DERM2016 poster will show BPX-01 minocycline reaches skin, not bloodstream; Opposite results for oral minocycline
MENLO PARK, Calif., July 21, 2016 – BioPharmX Corporation (NYSE MKT: BPMX), a specialty pharmaceutical company developing products for the dermatology market, will share findings from the first comparative studies of oral and topical minocycline formulations, which detected no traces of minocycline in the bloodstream when it is applied topically. BioPharmX conducted two directional comparative pharmacokinetics (PK) studies of oral minocycline to topical BPX-01.
The comparative studies assessed the impact of a novel topical gel formulation of 1% minocycline and compared it to an extended release oral minocycline to measure skin and plasma concentrations during four-week treatment periods.
Results of a 28-day clinical PK study found no detectable minocycline in skin after two weeks of daily oral treatment with a 1-2 mg/kg dose, but did show minocycline concentrations in the plasma. A separate oral gavage versus BPX-01 minipig study also found minocycline in the plasma for minipigs in the oral group, but no minocycline in the plasma for the topical group. At the same time, the minipig study detected minocycline in the skin of the topical group, but found no minocycline in the skin of the oral group.
BPX-01 is fully solubilized, non-oily, easy-to-use, and capable of being delivered to sebum-rich areas where P. acnes reside.
The research will be presented at the Dermatology Education Foundation™ DERM2016 NP/PA CME Conference in Las Vegas at 6 p.m. Thursday.
“These results are promising, that topical minocycline gel delivered as BPX-01, results in local skin levels of minocycline that can be effective in the treatment of acne vulgaris, while simultaneously avoiding systemic exposure based on the absence of plasma levels after topical application,” said Dr. James Q. Del Rosso, of Del Rosso Dermatology Research, Las Vegas. “This provides the potential for avoiding systemic side effects that are known to occur with oral minocycline.”
Acne-causing bacteria have increasingly become resistant to oral antibiotics, which are commonly used to treat moderate-to-severe cases of acne.
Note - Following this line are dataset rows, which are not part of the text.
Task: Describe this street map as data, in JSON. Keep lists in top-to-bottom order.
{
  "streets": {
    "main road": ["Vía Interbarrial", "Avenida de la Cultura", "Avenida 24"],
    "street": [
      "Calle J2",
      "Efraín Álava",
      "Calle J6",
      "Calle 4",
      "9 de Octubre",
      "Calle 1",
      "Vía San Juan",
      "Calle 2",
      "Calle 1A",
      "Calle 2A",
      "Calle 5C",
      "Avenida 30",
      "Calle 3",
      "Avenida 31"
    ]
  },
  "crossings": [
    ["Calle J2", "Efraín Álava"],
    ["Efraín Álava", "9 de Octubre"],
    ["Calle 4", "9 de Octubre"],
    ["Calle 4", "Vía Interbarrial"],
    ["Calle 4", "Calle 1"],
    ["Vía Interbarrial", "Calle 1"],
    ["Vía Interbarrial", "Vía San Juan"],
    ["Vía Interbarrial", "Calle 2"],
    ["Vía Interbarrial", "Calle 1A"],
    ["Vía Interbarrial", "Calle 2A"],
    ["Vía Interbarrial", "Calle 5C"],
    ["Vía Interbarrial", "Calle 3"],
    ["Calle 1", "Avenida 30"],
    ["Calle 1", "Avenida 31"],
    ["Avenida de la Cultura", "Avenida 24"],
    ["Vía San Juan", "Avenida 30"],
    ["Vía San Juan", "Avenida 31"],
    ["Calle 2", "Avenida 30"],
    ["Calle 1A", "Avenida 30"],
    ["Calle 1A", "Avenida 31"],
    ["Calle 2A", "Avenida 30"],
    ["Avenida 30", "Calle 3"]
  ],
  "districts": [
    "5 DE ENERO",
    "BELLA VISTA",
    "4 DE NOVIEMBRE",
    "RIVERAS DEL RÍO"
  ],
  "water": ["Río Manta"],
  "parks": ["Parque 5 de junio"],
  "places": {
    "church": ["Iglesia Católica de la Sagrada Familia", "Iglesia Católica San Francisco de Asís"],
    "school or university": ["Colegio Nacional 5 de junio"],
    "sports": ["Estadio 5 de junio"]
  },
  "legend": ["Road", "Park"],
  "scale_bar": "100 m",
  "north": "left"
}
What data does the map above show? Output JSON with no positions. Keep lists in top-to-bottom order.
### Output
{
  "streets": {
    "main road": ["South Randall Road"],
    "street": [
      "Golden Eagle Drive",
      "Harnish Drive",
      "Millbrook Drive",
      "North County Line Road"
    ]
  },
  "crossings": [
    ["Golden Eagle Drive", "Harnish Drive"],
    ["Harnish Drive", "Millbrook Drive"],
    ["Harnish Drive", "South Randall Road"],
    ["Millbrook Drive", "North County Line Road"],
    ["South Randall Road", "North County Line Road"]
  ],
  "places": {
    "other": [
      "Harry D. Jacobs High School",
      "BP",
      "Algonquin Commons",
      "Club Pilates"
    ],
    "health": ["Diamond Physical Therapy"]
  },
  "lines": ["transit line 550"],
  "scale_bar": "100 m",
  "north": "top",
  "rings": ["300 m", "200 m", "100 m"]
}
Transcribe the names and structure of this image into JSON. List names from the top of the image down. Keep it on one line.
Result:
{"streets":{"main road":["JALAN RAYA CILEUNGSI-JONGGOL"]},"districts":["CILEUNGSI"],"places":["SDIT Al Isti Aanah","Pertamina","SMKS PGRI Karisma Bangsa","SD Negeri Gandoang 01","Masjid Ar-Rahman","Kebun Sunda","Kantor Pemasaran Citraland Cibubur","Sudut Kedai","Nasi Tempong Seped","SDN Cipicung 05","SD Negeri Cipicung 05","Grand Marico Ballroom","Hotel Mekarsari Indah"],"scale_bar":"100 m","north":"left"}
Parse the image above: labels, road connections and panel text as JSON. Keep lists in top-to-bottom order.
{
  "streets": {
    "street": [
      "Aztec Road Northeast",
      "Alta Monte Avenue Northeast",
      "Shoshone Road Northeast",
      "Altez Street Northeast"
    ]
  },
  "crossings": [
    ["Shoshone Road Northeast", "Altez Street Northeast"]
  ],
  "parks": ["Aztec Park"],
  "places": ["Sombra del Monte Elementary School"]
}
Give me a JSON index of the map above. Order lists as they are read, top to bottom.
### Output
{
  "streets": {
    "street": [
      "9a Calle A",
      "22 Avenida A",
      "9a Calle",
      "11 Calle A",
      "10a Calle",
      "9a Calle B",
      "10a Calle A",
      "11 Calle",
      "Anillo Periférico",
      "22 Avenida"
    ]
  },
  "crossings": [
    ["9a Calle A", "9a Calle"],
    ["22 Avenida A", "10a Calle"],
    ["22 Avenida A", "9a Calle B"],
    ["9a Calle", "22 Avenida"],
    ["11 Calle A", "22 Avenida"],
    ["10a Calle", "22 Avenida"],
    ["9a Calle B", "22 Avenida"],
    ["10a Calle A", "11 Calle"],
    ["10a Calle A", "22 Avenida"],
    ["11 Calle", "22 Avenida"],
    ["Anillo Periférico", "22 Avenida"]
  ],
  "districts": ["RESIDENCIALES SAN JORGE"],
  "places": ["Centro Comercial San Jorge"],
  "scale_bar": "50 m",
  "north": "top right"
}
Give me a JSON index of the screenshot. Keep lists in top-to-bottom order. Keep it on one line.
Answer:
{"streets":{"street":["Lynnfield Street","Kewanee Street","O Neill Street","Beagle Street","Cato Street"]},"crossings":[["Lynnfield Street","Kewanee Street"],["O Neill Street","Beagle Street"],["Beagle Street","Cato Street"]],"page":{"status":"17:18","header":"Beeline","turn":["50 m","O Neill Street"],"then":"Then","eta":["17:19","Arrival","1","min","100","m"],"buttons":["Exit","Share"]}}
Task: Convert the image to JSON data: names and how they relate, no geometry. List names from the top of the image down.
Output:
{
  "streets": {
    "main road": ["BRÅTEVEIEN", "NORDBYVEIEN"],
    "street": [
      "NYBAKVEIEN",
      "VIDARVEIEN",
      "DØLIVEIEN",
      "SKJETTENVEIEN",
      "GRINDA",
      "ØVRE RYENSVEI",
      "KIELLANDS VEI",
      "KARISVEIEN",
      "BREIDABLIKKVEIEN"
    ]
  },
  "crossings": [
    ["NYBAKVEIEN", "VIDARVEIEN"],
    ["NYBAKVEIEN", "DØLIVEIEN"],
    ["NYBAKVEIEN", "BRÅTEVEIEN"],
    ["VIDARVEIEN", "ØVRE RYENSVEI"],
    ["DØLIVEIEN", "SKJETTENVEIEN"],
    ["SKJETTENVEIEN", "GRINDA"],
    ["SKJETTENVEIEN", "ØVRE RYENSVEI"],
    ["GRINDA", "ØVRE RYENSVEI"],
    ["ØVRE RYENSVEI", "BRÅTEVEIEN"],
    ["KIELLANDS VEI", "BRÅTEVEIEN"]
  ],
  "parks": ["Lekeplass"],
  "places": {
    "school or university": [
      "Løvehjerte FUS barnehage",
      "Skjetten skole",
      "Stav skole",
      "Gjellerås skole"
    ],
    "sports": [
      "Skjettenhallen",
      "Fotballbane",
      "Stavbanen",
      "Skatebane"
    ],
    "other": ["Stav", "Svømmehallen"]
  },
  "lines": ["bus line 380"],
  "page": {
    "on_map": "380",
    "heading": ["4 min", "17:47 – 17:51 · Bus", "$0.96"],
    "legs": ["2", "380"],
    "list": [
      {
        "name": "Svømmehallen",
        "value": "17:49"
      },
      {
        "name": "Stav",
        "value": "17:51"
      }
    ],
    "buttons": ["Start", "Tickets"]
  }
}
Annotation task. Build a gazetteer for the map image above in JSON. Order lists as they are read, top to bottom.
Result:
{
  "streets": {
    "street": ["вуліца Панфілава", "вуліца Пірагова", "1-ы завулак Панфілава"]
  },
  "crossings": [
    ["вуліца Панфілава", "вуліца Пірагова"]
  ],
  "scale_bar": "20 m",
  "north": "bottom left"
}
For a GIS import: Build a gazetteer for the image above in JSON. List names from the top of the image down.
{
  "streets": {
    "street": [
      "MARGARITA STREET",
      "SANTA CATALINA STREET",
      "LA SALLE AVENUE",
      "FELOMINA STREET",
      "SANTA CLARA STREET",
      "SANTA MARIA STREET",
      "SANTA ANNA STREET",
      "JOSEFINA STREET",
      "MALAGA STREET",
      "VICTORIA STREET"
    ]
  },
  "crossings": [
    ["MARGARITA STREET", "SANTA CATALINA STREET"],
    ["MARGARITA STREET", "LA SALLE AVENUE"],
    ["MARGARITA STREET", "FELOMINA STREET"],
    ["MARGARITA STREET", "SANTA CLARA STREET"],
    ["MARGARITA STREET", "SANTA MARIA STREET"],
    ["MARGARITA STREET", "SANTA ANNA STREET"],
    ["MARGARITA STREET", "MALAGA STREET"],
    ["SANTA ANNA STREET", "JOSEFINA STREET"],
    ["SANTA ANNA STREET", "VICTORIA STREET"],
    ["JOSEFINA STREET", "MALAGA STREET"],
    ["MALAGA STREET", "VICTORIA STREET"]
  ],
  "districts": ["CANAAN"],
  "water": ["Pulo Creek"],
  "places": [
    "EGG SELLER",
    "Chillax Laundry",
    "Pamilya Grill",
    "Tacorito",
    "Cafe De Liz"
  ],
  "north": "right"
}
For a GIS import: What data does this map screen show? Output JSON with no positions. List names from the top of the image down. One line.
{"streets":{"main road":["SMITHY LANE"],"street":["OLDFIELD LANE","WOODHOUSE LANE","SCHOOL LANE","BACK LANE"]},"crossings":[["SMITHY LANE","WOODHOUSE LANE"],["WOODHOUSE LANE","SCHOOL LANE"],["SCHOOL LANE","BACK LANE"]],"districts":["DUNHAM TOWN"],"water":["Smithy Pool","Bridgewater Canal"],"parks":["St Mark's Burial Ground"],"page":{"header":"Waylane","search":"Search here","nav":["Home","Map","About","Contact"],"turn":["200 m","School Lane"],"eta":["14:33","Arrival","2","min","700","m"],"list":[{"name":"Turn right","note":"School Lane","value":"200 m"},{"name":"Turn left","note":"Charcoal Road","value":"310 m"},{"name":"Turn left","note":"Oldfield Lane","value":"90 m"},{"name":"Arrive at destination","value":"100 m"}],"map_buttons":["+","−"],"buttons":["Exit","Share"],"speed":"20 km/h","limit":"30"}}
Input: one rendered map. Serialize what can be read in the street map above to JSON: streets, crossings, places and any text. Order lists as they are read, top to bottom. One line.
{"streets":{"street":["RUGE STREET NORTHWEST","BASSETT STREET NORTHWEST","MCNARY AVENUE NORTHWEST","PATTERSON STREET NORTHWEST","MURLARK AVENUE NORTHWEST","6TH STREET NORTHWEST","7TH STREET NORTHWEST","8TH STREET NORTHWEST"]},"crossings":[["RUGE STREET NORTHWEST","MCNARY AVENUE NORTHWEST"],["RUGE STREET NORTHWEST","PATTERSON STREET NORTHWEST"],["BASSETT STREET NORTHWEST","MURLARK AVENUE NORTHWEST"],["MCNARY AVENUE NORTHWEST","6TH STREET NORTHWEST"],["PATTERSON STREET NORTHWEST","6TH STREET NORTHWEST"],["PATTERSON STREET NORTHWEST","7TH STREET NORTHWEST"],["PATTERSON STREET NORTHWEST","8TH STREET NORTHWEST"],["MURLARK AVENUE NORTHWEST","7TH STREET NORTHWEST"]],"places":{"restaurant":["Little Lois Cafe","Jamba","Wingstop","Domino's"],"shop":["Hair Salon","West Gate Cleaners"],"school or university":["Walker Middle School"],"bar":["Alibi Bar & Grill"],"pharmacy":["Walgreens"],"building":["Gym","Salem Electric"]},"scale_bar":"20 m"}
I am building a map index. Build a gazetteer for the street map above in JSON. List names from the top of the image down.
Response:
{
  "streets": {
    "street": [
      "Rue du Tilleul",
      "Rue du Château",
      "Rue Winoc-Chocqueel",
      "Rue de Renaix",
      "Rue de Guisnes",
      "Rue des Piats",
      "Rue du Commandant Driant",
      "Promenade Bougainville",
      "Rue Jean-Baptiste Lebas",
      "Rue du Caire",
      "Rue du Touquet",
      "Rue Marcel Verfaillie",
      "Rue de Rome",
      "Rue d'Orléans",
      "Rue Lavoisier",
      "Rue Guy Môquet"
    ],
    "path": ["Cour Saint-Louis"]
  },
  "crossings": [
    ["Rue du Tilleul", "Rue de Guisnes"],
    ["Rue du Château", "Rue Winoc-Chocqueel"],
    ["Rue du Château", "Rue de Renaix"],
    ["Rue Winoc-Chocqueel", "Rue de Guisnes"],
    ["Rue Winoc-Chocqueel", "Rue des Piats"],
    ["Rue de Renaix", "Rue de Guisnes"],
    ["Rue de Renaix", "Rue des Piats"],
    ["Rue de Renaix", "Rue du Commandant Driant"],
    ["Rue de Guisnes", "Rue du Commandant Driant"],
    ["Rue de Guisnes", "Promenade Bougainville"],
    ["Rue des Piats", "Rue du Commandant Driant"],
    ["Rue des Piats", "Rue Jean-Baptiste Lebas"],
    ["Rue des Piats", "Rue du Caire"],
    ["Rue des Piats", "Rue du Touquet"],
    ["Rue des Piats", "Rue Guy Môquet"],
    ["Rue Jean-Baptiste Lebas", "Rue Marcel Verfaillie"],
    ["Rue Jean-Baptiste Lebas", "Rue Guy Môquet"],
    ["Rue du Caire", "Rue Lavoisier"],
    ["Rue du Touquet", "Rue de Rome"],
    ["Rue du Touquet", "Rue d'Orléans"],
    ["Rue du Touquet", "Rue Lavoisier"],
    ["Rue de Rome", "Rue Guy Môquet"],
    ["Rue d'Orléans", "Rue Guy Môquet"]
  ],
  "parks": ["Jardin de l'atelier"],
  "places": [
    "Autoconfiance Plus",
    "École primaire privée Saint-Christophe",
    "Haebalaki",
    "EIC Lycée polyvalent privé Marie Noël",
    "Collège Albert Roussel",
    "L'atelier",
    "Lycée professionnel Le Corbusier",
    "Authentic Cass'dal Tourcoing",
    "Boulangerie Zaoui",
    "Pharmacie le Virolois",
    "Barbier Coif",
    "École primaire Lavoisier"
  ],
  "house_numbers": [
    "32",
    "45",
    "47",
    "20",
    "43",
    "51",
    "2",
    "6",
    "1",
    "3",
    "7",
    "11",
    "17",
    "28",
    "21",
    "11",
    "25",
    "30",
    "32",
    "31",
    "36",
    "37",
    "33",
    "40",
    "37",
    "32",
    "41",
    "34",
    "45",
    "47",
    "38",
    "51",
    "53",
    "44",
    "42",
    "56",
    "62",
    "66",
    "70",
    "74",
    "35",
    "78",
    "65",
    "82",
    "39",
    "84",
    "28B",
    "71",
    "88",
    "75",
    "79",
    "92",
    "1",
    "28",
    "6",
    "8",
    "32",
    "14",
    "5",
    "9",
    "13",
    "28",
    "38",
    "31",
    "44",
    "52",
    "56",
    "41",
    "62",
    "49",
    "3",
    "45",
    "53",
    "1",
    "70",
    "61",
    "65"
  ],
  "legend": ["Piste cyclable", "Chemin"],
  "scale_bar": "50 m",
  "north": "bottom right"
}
BPX-01 is expected to deliver a reduced-dose, topical minocycline that provides targeted, localized treatment and limits systemic exposure, thus potentially decreasing dose-dependent side effects and the emergence of antibiotic resistant bacteria.
“The comparative studies’ results are promising because they suggest BPX-01 may mitigate many of the undesirable side effects common to the use of oral minocycline,” said Kin Chan, executive vice president of research and development. “We are optimistic about the continuing studies to further evaluate the safety and efficacy of BPX-01.” BioPharmX expects to begin enrollment of a Phase 2b study of BPX-01 by end of summer.
The American Academy of Dermatology calls acne the “most common skin condition in the United States,” affecting 40 million to 50 million Americans at any given moment. The U.S. market for acne medications is estimated at $10 billion.